Work to be completed ▸
Taking each line of the material below in turn, count those containing the string "Henan". Provide the number alone.
Start of Record excerpts
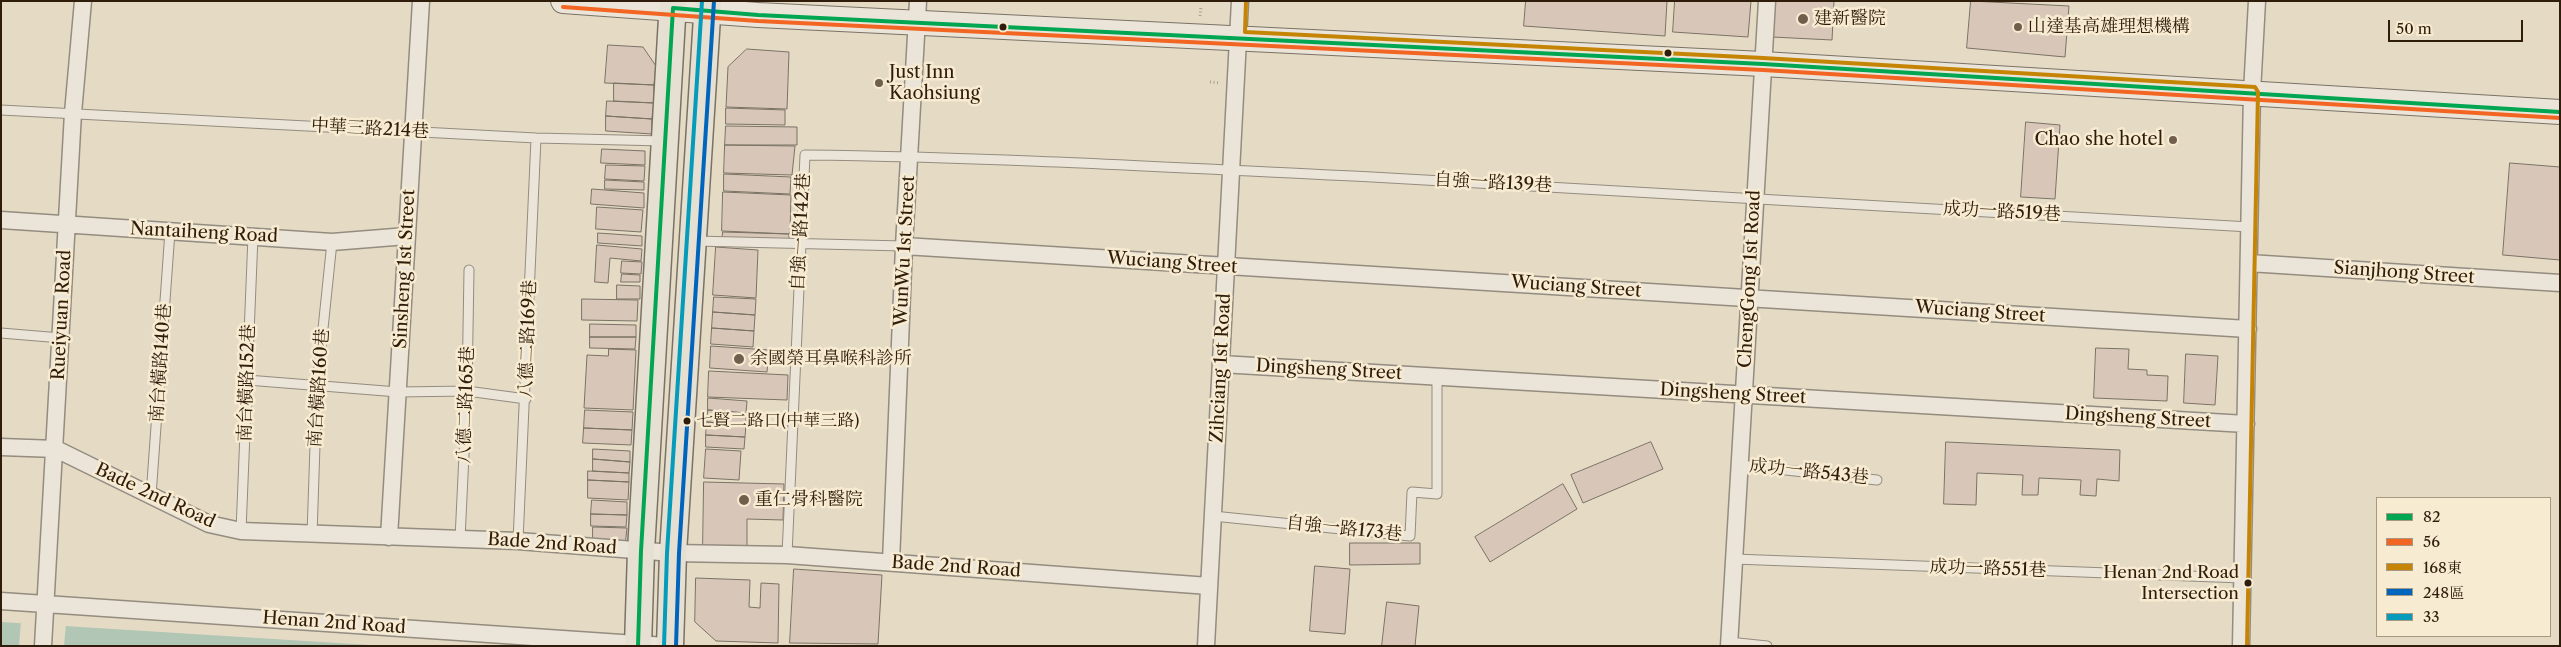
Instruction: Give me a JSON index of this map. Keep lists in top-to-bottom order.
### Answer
{
  "streets": {
    "street": [
      "Nantaiheng Road",
      "WunWu 1st Street",
      "Wuciang Street",
      "Sinsheng 1st Street",
      "Sianjhong Street",
      "ChengGong 1st Road",
      "Rueiyuan Road",
      "Zihciang 1st Road",
      "Dingsheng Street",
      "Bade 2nd Road",
      "Henan 2nd Road"
    ],
    "lane": [
      "中華三路214巷",
      "自強一路139巷",
      "成功一路519巷",
      "自強一路142巷",
      "八德二路169巷",
      "南台橫路140巷",
      "南台橫路152巷",
      "南台橫路160巷",
      "八德二路165巷",
      "成功一路543巷",
      "自強一路173巷",
      "成功一路551巷"
    ]
  },
  "crossings": [
    ["中華三路214巷", "Sinsheng 1st Street"],
    ["中華三路214巷", "Rueiyuan Road"],
    ["中華三路214巷", "八德二路169巷"],
    ["自強一路139巷", "成功一路519巷"],
    ["自強一路139巷", "自強一路142巷"],
    ["自強一路139巷", "ChengGong 1st Road"],
    ["自強一路139巷", "Zihciang 1st Road"],
    ["成功一路519巷", "ChengGong 1st Road"],
    ["自強一路142巷", "WunWu 1st Street"],
    ["自強一路142巷", "Zihciang 1st Road"],
    ["自強一路142巷", "Bade 2nd Road"],
    ["Nantaiheng Road", "Sinsheng 1st Street"],
    ["Nantaiheng Road", "Rueiyuan Road"],
    ["Nantaiheng Road", "南台橫路140巷"],
    ["Nantaiheng Road", "南台橫路152巷"],
    ["Nantaiheng Road", "南台橫路160巷"],
    ["WunWu 1st Street", "Wuciang Street"],
    ["WunWu 1st Street", "Bade 2nd Road"],
    ["Wuciang Street", "ChengGong 1st Road"],
    ["Wuciang Street", "Zihciang 1st Road"],
    ["Sinsheng 1st Street", "Bade 2nd Road"],
    ["ChengGong 1st Road", "Dingsheng Street"],
    ["ChengGong 1st Road", "成功一路543巷"],
    ["ChengGong 1st Road", "成功一路551巷"],
    ["Rueiyuan Road", "Bade 2nd Road"],
    ["Rueiyuan Road", "Henan 2nd Road"],
    ["八德二路169巷", "Bade 2nd Road"],
    ["南台橫路140巷", "Bade 2nd Road"],
    ["Zihciang 1st Road", "Dingsheng Street"],
    ["Zihciang 1st Road", "Bade 2nd Road"],
    ["Zihciang 1st Road", "自強一路173巷"],
    ["Dingsheng Street", "自強一路173巷"],
    ["南台橫路152巷", "Bade 2nd Road"],
    ["南台橫路160巷", "Bade 2nd Road"],
    ["八德二路165巷", "Bade 2nd Road"]
  ],
  "places": [
    "建新醫院",
    "山達基高雄理想機構",
    "Just Inn Kaohsiung",
    "Chao she hotel",
    "余國榮耳鼻喉科診所",
    "七賢二路口(中華三路)",
    "重仁骨科醫院",
    "Henan 2nd Road Intersection"
  ],
  "lines": [
    "transit line 168東",
    "transit line 248區",
    "transit line 33",
    "transit line 56",
    "transit line 82"
  ],
  "legend": [
    "82",
    "56",
    "168東",
    "248區",
    "33"
  ],
  "scale_bar": "50 m"
}
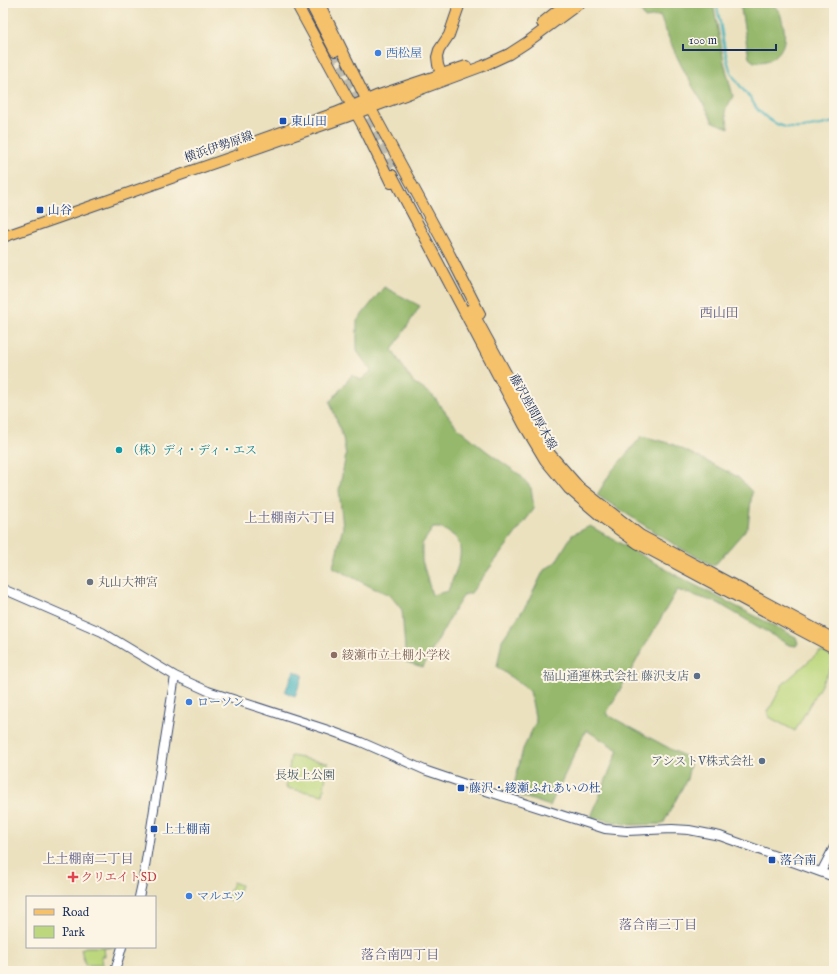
End of Record excerpts
Solution for this task ▸
3